The long-awaited proposed rulemaking on entry-level driver training was well received by the Owner-Operator Independent Drivers Association – all but the agency’s attempt to mandate “refresher” training for some CDL holders.
OOIDA has long advocated the need for mandated driver training for all new CDL applicants. In 2015, the Federal Motor Carrier Safety Administration established a committee of 26 industry stakeholders – including OOIDA – to hammer out the framework of what entry-level driver training should consist of through a negotiated rulemaking process.
The Entry-Level Driver Training Committee concluded its work in June 2015 and presented its consensus final recommendation to the agency. That set the next stage of the process in motion. It was now up to the agency to flesh out the details needed to comply with the framework agreed upon by committee members.
On March 7 FMCSA published its Notice of Proposed Rulemaking to the Federal Register and sought comments on the proposal.
In the proposal the agency laid out the mandatory 30 hours of behind-the-wheel training recommended by the committee. The training is to consist of 10 hours on the road, 10 on the range, and the remaining 10 to be used as the training provider sees fit.
In its comments filed by OOIDA and signed by OOIDA President Jim Johnston, the Association voices its support of the 30 hours of behind-the-wheel training. While OOIDA would prefer to see much more robust training than the initial mandate being considered, the behind-the-wheel requirement found favor with the Association simply because it is “an immense improvement over the current standard, which is zero hours,” the comments state.
The proposal issued by the agency sought specific input in a number of areas, in order to flesh out what could be a final rule.
One area in particular that drew fire from OOIDA was the purported “refresher” training that was recommended by some committee members and was included in the final consensus recommendation to FMCSA.
The premise of the “refresher” training is to send drivers who have had their CDLs suspended for a litany of reasons back through a truncated driver training program. The recommendation was pushed by so-called “safety” groups and some of the training schools represented on the committee.
OOIDA opposes this recommendation, first pointing out that it is beyond the scope of the congressional mandate that eventually led to FMCSA pursuing the rulemaking. Moving Ahead for Progress in the 21stCentury, or MAP-21, dictated that the agency put together mandatory entry-level driver training. Period.

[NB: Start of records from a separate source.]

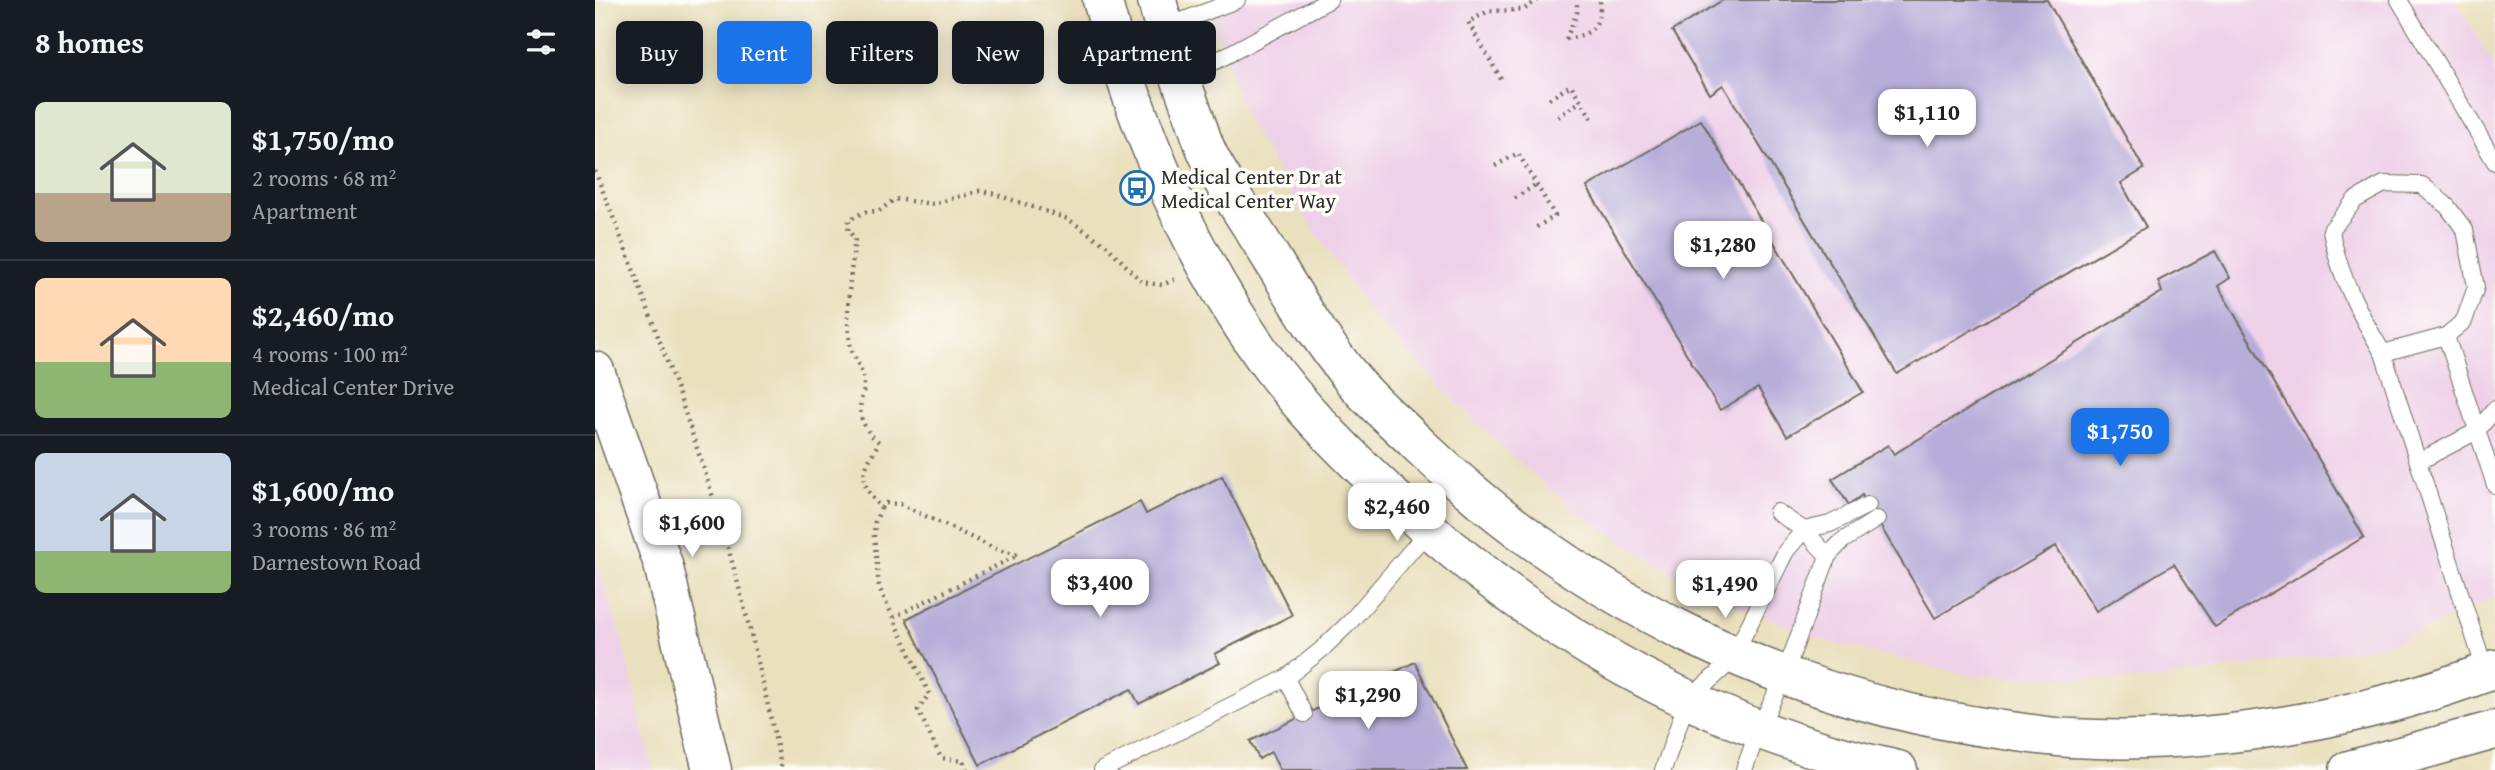 <!DOCTYPE html>
<html lang="en">
<head>
<meta charset="utf-8">
<style>
	:root { --surface:#171b24; --page:#20242c; --text:#f1f3f6; --muted:#9ea1a6; --line:#363941; --accent:#1a73e8 }
	body { margin:0; font-family:"Gentium Book Plus",serif; background:var(--page); color:var(--text); height:100vh; display:flex; flex-direction:column; font-size:26px; white-space:nowrap }
	* { box-sizing:border-box; margin:0 }
	p { font-size:23px; color:var(--muted) }
	.icon { flex:none; width:38px; height:38px; fill:none; stroke:currentColor; stroke-width:2; stroke-linecap:round; stroke-linejoin:round }
	.map { position:relative; flex:1; overflow:hidden }
	.panel { display:flex; flex-direction:column; background:var(--surface); width:595px }
	.panel>* { flex:none }
	.guide { position:absolute; left:21px; top:21px; width:665px; height:63px; display:flex; gap:14px }
	.price { position:absolute; translate:-50% -60px; padding:0 16px; border-radius:14px; background:#fff; color:#222; font-size:23px; line-height:46px; filter:drop-shadow(0 2px 4px #0008) }
	.price::after { content:''; position:absolute; left:50%; top:42px; width:21px; height:16px; margin-left:-10px; background:inherit; clip-path:polygon(0 0,100% 0,50% 100%) }
	.price.on { background:var(--accent); color:#fff }
	ul { padding:0; list-style:none }
	li { display:flex; align-items:center; gap:21px; height:175px; padding:0 35px }
	li+li { border-top:2px solid var(--line) }
	li span { display:grid; place-items:center; flex:none; width:196px; height:140px; border-radius:10px; color:#555 }
	li>.icon { margin-inline-start:auto }
	span .icon { width:84px; height:84px; fill:#fffc; stroke-width:1 }
	li b { font-size:30px }
	h2 { display:flex; justify-content:space-between; align-items:center; height:84px; padding:0 35px; font-size:30px }
	.pill { padding:0 24px; border-radius:10px; background:var(--surface); box-shadow:0 4px 18px #0003; font-size:24px; line-height:63px }
	.pill.on { background:var(--accent); color:#fff }
	main { display:flex; flex:1; min-height:0 }
	.map>svg:first-child { display:block }
</style>
</head>
<body>
<main>
<section class="panel">
<h2>8 homes<svg class="icon" aria-label="filters" viewBox="0 0 24 24"><path d="M4 7h16M4 17h16"/><circle cx="9" cy="7" r="2"/><circle cx="15" cy="17" r="2"/></svg></h2>
<ul>
<li><span style="background:linear-gradient(#dfe7d0 65%,#b9a48a 0)"><svg class="icon" aria-label="home" viewBox="0 0 24 24"><path d="M3 11l9-7 9 7M6 9v11h12V9"/></svg></span><div><b>$1,750/mo</b><p>2 rooms · 68 m²</p><p>Apartment</p></div></li>
<li><span style="background:linear-gradient(#ffd9b3 60%,#8fb573 0)"><svg class="icon" aria-label="home" viewBox="0 0 24 24"><path d="M3 11l9-7 9 7M6 9v11h12V9"/></svg></span><div><b>$2,460/mo</b><p>4 rooms · 100 m²</p><p>Medical Center Drive</p></div></li>
<li><span style="background:linear-gradient(#c9d6e8 70%,#8fb573 0)"><svg class="icon" aria-label="home" viewBox="0 0 24 24"><path d="M3 11l9-7 9 7M6 9v11h12V9"/></svg></span><div><b>$1,600/mo</b><p>3 rooms · 86 m²</p><p>Darnestown Road</p></div></li>
</ul>
</section>
<div class="map">
<svg width="1900" height="770" viewBox="0 0 1900 770">
	<rect width="100%" height="100%" fill="#fdfcf7"/>
	<filter id="ink" filterUnits="userSpaceOnUse"><feTurbulence type="fractalNoise" baseFrequency=".0143" numOctaves="2"/><feDisplacementMap in="SourceGraphic" scale="14" xChannelSelector="R" yChannelSelector="G"/><feConvolveMatrix kernelMatrix="1 2 1 2 8 2 1 2 1" color-interpolation-filters="sRGB"/></filter>
	<filter id="wash" filterUnits="userSpaceOnUse"><feTurbulence type="fractalNoise" baseFrequency=".00686" numOctaves="4" result="noise"/><feDisplacementMap in="SourceGraphic" scale="28" xChannelSelector="R" yChannelSelector="G"/><feGaussianBlur stdDeviation="1.57" result="paint"/><feColorMatrix in="noise" values="0 0 0 0 0 0 0 0 0 0 0 0 0 0 0 0 0 1.4 0 .05"/><feComposite in="paint" operator="in"/></filter>
	<g filter="url(#wash)">
		<rect width="100%" height="100%" fill="#eae0be"/>
		<g fill="#eed0e8">
			<polygon points="611,0 1861,0 1900,66 1900,597 1796,644 1560,680 1377,676 1230,641 1105,590 981,512 885,427 776,314 711,218 651,119"/>
			<polygon points="0,555 27,640 58,770 0,770"/>
		</g>
		<g id="blocks">
			<g fill="#b7add9">
				<polygon points="1128,0 1452,0 1549,169 1526,183 1551,227 1302,374 1128,85 1115,94 1077,31"/>
				<polygon points="1106,120 1268,392 1192,436 1163,388 1125,410 992,187"/>
				<polygon points="1620,251 1635,278 1623,286 1769,537 1620,627 1579,564 1501,611 1461,546 1340,618 1267,495 1254,505 1237,479 1293,445 1299,454 1567,292 1563,281"/>
				<polygon points="627,476 697,615 620,654 625,663 544,704 536,689 385,765 311,619 545,502 551,514"/>
				<polygon points="820,662 872,770 685,770 676,752 664,759 655,741"/>
			</g>
		</g>
	</g>
	<g filter="url(#ink)">
		<use href="#blocks" fill-opacity="0" stroke="#6e6a5e" stroke-width="2"/>
		<g fill="none" stroke-linecap="round" stroke-linejoin="round">
			<g stroke="#6e6a5e" stroke-width="18">
				<g id="lane">
					<polyline points="1804,0 1900,162"/>
					<polyline points="528,66 568,28 642,0"/>
					<polyline points="527,69 584,74 621,61 734,0"/>
					<path d="M1789,184L1827,185L1852,206L1870,230L1881,287L1869,321L1851,336L1788,353C1765,315 1743,274 1736,230L1760,200Z"/>
					<polyline points="1851,336 1900,485"/>
					<polyline points="1788,353 1891,673"/>
					<polyline points="1823,462 1882,431 1900,409"/>
					<polyline points="1182,512 1209,530 1233,556"/>
					<polyline points="691,678 709,714"/>
					<polyline points="507,770 691,678 726,650 755,622 833,531"/>
					<polyline points="1068,770 1092,701 1141,657 1148,637 1191,551 1209,530 1235,524 1273,505"/>
					<polyline points="1149,770 1163,731 1189,676 1233,556 1247,541 1282,519"/>
				</g>
			</g>
			<g stroke="#6e6a5e" stroke-width="41">
				<g id="secondary">
					<path d="M507,0C541,126 592,249 668,356C702,404 743,445 786,486C932,625 1104,728 1303,770"/>
					<path d="M562,0C571,39 584,76 598,113C604,129 608,146 616,160C635,195 658,228 678,261C703,302 728,344 759,381C778,404 803,424 825,446C985,599 1190,701 1409,730C1431,733 1454,737 1476,738C1617,746 1769,719 1900,669"/>
					<polyline points="0,371 68,564 117,770"/>
					<polyline points="1754,770 1900,730"/>
				</g>
			</g>
			<g stroke="#6e6a5e" stroke-width="4.5" stroke-dasharray="2 5" stroke-linecap="butt">
				<path d="M971,39C996,35 1006,27 1005,0"/>
				<polyline points="971,39 982,13 982,0"/>
				<polyline points="906,79 873,22 894,11 928,10 943,0"/>
				<polyline points="954,99 976,85 999,122"/>
				<polyline points="963,117 986,101"/>
				<polyline points="900,166 923,153 960,216 940,228"/>
				<path d="M0,171C45,285 88,400 124,517C149,600 169,685 187,770"/>
				<polyline points="920,198 942,184"/>
				<polyline points="286,508 291,503 305,504 403,550 423,555 299,617"/>
				<path d="M372,770L368,761L346,758L323,710L334,694L284,587L279,535L280,522L286,508C261,480 267,473 284,442C270,431 263,418 266,400C267,395 270,389 269,384C269,370 257,357 255,343C250,309 256,273 260,239L253,230L254,220L269,212L284,211L300,199L338,204L385,191L397,193L473,219L511,245L547,282L567,285L581,279"/>
			</g>
			<use href="#lane" stroke="#fff" stroke-width="16"/>
			<use href="#secondary" stroke="#fff" stroke-width="38"/>
		</g>
	</g>
	<defs>
		<g id="bus-ring" transform="scale(1.75)"><circle r="9.5" fill="#fdfcf7" stroke="#1f6fb2" stroke-width="1.5"/><path d="M-5-6H5V4H4V6H2V4H-2V6H-4V4H-5ZM-3.5-4V0h7V-4ZM-3.5 1.2v1.5H-2V1.2ZM2 1.2v1.5H3.5V1.2Z" fill="#1f6fb2"/></g>
	</defs>
	<g fill-rule="evenodd">
		<use href="#bus-ring" x="542" y="188"/>
	</g>
	<g text-anchor="middle" dominant-baseline="central" stroke-width="7" stroke-linejoin="round" paint-order="stroke">
		<g font-size="21" fill="#2b2b2b" stroke="#fdfcf7" text-anchor="start">
			<text x="566" y="176">Medical Center Dr at<tspan x="566" dy="24">Medical Center Way</tspan></text>
		</g>
	</g>
</svg>
<b class="price" style="left:1332px;top:149px">$1,110</b>
<b class="price" style="left:1128px;top:281px">$1,280</b>
<b class="price on" style="left:1525px;top:468px">$1,750</b>
<b class="price" style="left:802px;top:543px">$2,460</b>
<b class="price" style="left:97px;top:559px">$1,600</b>
<b class="price" style="left:505px;top:619px">$3,400</b>
<b class="price" style="left:1130px;top:620px">$1,490</b>
<b class="price" style="left:773px;top:731px">$1,290</b>
<div class="guide">
<a class="pill">Buy</a>
<a class="pill on">Rent</a>
<a class="pill">Filters</a>
<a class="pill">New</a>
<a class="pill">Apartment</a>
</div>
</div>
</main>
</body>
</html>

It did not include the “refresher” training.
Beyond that, OOIDA asserts the agency “has made no record to support the need for or the appropriateness of refresher training.”
“OOIDA does not believe driving experience will cause a driver’s skill to deteriorate over time, but rather that it generally produces a safer driver,” the comments state.
The trigger for the retraining is a suspension of driving privileges under the disqualifications for major and serious traffic offenses laid out in 383.51.
“OOIDA is also concerned with the potential for the disqualification process to be applied to drivers when no pre or post deprivation due process was afforded a driver,” the comments state. “It would be inappropriate for disqualifications and subsequent retraining requirements to be based on merely the alleged violations in the (Motor Carrier Management Information System) database.”
Beyond the lack of due process that occurs with violations in FMCSA’s database, the variety of violations that could trigger the “refresher” training also were challenged by OOIDA.
“Many of these violations listed for disqualification could easily be due to momentary lapses in judgment and/or unintended consequences due to being in unfamiliar situations, neither of which would be corrected through additional financial and time penalties,” OOIDA comments state.
In addition to drivers facing financial ruin from the lengthy suspensions, OOIDA states that requiring “a driver, because of unfortunate and possibly unavoidable circumstances, to pay to take a refresher driving course is unwarranted and adds to an already onerous penalty.”
FMCSA is now required to consider the comments filed during the 30-day comment period and could conduct further meetings with the driver training committee to resolve conflicts and shortcomings highlighted in the comment process in order to arrive at a final rule. The agency has not yet released a timeline for the next steps in the rulemaking process.